Supplied records Start Marker

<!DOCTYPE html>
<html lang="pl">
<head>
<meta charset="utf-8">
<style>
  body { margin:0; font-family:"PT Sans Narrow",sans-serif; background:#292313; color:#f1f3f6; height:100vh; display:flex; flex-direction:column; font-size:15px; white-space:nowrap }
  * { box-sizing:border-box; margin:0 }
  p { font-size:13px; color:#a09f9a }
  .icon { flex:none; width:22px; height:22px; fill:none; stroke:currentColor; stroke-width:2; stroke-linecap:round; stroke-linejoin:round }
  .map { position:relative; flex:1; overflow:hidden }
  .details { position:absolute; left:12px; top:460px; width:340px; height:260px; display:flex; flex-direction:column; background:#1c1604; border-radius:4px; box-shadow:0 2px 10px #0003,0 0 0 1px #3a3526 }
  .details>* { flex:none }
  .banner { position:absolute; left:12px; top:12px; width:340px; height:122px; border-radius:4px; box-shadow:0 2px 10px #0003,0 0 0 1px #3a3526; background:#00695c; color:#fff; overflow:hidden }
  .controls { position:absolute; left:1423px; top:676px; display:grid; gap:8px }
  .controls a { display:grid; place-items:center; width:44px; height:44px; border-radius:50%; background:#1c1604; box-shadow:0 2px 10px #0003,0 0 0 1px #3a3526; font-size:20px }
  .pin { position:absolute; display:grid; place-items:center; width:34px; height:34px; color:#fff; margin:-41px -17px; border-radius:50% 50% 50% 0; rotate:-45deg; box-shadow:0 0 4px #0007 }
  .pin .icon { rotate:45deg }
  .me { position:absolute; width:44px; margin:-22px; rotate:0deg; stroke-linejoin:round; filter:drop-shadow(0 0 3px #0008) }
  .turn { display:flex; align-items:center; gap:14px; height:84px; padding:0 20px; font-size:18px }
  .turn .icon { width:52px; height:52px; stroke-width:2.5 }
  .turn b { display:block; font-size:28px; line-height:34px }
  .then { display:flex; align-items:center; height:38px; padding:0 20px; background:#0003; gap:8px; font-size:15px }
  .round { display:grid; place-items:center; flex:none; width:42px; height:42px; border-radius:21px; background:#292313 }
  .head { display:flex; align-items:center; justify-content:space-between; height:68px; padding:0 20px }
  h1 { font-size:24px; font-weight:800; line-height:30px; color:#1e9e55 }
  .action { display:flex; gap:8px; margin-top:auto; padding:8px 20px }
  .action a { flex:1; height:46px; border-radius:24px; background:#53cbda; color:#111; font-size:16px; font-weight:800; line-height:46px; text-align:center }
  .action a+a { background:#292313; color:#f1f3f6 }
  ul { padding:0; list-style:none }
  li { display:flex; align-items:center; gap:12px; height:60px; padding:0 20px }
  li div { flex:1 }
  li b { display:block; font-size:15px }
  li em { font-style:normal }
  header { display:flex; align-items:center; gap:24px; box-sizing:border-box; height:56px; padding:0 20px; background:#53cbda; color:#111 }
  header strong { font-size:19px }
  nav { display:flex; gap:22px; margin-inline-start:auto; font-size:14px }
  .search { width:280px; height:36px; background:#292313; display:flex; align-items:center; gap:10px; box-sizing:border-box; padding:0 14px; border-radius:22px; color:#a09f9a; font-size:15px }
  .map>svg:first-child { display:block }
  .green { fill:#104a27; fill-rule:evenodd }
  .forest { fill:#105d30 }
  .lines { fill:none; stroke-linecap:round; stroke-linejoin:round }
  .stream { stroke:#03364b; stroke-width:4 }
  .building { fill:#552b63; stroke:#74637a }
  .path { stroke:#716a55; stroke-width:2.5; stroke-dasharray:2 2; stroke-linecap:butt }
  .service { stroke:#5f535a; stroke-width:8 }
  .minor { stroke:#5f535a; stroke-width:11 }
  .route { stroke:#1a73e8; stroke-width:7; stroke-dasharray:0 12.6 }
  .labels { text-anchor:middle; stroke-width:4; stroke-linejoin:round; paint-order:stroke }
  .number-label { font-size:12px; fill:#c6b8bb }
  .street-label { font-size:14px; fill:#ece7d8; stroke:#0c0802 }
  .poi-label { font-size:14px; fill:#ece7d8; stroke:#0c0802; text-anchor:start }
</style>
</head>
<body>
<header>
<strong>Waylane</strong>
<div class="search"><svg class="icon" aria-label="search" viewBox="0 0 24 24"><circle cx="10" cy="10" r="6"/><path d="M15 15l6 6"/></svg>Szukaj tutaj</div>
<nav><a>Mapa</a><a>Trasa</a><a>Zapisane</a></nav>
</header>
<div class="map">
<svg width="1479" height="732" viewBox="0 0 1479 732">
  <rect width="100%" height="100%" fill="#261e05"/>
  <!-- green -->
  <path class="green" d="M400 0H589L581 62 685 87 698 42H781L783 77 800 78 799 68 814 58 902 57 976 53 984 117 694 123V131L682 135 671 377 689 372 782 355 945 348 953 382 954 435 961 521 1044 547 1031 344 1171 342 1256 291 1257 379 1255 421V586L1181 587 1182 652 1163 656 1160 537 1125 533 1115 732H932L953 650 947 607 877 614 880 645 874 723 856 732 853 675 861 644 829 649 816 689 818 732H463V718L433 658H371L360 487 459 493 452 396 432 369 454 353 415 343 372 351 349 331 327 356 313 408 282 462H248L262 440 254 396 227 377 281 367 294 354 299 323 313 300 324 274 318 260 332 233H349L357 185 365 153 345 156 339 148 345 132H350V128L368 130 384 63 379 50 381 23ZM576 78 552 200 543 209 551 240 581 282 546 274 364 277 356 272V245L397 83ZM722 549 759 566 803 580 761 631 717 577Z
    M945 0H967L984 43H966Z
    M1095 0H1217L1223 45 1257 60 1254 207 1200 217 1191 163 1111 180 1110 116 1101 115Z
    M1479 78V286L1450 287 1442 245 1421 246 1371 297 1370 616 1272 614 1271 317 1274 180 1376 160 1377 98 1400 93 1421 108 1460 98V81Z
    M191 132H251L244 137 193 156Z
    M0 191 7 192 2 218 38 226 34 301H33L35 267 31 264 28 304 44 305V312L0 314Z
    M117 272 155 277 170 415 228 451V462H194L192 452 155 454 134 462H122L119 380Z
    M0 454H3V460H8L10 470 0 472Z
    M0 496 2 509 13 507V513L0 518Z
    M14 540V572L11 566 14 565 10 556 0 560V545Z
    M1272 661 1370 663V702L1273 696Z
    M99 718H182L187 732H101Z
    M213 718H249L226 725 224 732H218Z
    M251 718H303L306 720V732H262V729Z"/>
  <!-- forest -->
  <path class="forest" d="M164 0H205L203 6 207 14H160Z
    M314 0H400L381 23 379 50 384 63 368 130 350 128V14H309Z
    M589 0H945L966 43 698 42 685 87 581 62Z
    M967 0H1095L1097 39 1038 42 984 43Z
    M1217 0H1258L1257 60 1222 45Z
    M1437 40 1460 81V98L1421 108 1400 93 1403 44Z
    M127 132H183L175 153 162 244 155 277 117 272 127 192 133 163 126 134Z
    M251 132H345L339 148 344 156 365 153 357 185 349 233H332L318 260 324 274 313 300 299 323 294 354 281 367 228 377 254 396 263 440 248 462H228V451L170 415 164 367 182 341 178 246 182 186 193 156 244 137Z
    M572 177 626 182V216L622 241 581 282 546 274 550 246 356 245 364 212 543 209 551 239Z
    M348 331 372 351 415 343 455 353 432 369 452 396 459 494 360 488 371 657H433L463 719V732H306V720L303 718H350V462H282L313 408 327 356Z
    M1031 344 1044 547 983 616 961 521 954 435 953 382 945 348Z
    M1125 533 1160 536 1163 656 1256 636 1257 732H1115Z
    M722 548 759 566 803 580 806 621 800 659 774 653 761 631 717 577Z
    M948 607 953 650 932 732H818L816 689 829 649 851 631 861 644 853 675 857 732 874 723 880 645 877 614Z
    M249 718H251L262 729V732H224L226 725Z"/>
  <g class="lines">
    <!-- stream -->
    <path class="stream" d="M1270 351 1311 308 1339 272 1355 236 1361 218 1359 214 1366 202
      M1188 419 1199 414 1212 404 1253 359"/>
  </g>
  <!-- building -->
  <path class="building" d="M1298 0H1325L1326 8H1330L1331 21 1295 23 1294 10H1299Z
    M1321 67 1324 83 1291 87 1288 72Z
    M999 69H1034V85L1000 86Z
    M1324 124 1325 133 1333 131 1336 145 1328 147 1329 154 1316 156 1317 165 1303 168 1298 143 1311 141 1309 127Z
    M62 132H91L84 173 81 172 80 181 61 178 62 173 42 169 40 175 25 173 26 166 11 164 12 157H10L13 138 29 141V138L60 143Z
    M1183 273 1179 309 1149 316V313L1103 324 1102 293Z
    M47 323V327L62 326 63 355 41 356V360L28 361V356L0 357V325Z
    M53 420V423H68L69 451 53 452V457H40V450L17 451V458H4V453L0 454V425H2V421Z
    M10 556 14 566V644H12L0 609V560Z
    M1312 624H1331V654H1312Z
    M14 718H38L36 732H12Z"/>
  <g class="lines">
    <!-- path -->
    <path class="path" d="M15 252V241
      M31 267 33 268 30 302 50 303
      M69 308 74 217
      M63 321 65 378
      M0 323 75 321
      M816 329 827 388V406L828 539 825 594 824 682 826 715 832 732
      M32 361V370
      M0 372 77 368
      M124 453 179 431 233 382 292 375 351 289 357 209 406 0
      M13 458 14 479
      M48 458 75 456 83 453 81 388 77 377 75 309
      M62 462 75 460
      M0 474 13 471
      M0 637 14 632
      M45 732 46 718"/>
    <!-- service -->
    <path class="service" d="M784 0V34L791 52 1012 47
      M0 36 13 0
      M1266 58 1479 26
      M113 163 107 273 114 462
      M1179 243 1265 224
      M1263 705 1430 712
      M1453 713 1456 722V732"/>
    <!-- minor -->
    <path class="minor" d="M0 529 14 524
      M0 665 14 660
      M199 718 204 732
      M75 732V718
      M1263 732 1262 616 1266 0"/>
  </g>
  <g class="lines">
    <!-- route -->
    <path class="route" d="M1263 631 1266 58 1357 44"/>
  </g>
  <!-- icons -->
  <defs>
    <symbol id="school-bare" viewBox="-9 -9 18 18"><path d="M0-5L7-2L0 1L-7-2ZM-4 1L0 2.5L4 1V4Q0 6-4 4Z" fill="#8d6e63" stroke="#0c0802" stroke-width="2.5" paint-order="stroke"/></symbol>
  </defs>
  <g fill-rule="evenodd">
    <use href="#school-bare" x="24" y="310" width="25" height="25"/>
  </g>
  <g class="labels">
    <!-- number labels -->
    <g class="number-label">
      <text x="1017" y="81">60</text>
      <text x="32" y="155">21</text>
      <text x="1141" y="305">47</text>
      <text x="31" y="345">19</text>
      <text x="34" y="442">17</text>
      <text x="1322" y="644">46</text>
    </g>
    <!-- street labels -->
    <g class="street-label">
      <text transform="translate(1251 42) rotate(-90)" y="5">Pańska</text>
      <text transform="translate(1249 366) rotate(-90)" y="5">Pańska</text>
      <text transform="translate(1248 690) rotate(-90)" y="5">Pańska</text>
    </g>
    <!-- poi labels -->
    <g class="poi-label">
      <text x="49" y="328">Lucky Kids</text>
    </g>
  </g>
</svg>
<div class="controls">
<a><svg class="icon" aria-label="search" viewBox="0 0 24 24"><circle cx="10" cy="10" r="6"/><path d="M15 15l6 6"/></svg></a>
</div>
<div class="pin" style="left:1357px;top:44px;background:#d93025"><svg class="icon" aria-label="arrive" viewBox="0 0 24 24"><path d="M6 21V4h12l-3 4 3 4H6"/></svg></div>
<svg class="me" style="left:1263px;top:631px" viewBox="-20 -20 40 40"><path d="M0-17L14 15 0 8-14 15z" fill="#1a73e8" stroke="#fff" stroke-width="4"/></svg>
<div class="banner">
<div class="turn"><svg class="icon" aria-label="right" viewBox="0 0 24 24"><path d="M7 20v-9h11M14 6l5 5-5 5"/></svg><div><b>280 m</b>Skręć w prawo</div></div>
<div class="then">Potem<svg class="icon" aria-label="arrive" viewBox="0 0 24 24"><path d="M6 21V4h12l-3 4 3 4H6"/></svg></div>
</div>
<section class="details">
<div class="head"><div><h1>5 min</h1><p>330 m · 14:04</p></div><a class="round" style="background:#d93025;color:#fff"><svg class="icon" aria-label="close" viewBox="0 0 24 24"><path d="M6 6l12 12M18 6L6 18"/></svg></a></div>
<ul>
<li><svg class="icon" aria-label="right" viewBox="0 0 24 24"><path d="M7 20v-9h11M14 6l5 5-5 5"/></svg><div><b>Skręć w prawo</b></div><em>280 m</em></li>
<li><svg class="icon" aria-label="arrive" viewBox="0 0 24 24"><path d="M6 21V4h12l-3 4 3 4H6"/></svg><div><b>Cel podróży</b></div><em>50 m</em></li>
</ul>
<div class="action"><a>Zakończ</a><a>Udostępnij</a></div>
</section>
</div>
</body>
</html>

Supplied records End Marker

Task statement: Using the data above, count the lines that include "hidden" and write the number alone.

Solution for this problem: 2